Nightwarm vs f.lux vs Lunar: which warms every display?
An honest look at the three most common ways Mac users warm their screens — and where each one falls short.

All three warm your screen; only some warm every screen.
f.lux
f.lux pioneered automatic evening warming and is free. It gradually shifts color temperature as the sun sets and offers deep customization.
Its weak spot on modern Macs is multi-display consistency — coverage of external monitors can be uneven depending on your connection and OS version.
Lunar
Lunar is a powerhouse for brightness and hardware (DDC) control across monitors, and it's genuinely great at what it does.

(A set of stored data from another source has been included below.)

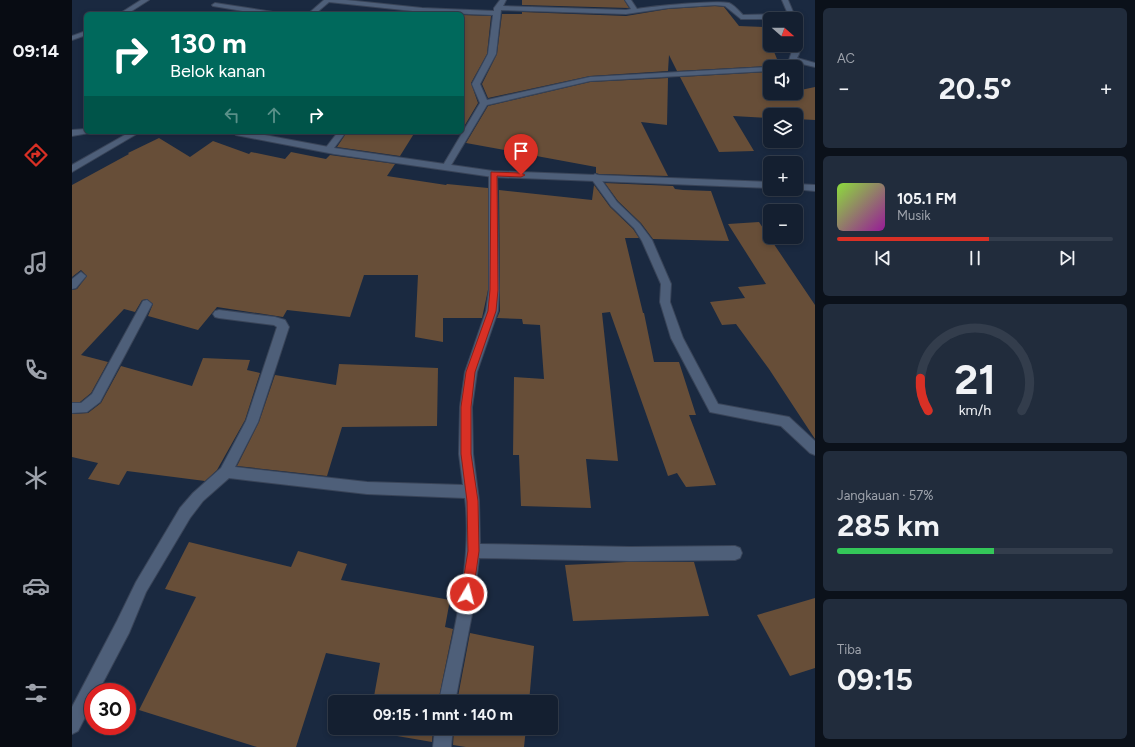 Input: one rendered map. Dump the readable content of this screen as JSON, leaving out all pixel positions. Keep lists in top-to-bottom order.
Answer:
{
  "north": "right",
  "page": {
    "tabs": "09:14",
    "tile": [
      "AC",
      ["Jangkauan · 57%", "285 km"],
      ["Tiba", "09:15"]
    ],
    "map_buttons": ["+", "−"],
    "turn": ["130 m", "Belok kanan"],
    "heat": ["−", "20.5°", "+"],
    "song": ["105.1 FM", "Musik"],
    "limit": "30",
    "trip": "09:15 · 1 mnt · 140 m",
    "gauge": ["21", "km/h"]
  }
}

But it's built around brightness and per-monitor tuning, carries a learning curve, and costs around $23.
If your core problem is simply "warm every screen equally," it's more tool than you need.
Nightwarm
Nightwarm does one thing on purpose: apply a single warmth value to all connected displays at once, on a schedule, with zero setup. Native, notarized, no accounts, one-time $14.
It's the smallest possible fix for the exact Night-Shift-only-warms-one-screen problem.
Which should you pick?
Want maximum control and don't mind complexity? Lunar. Want a free, highly configurable classic? f.lux. Just want every display warm and matched with nothing to think about? That's Nightwarm.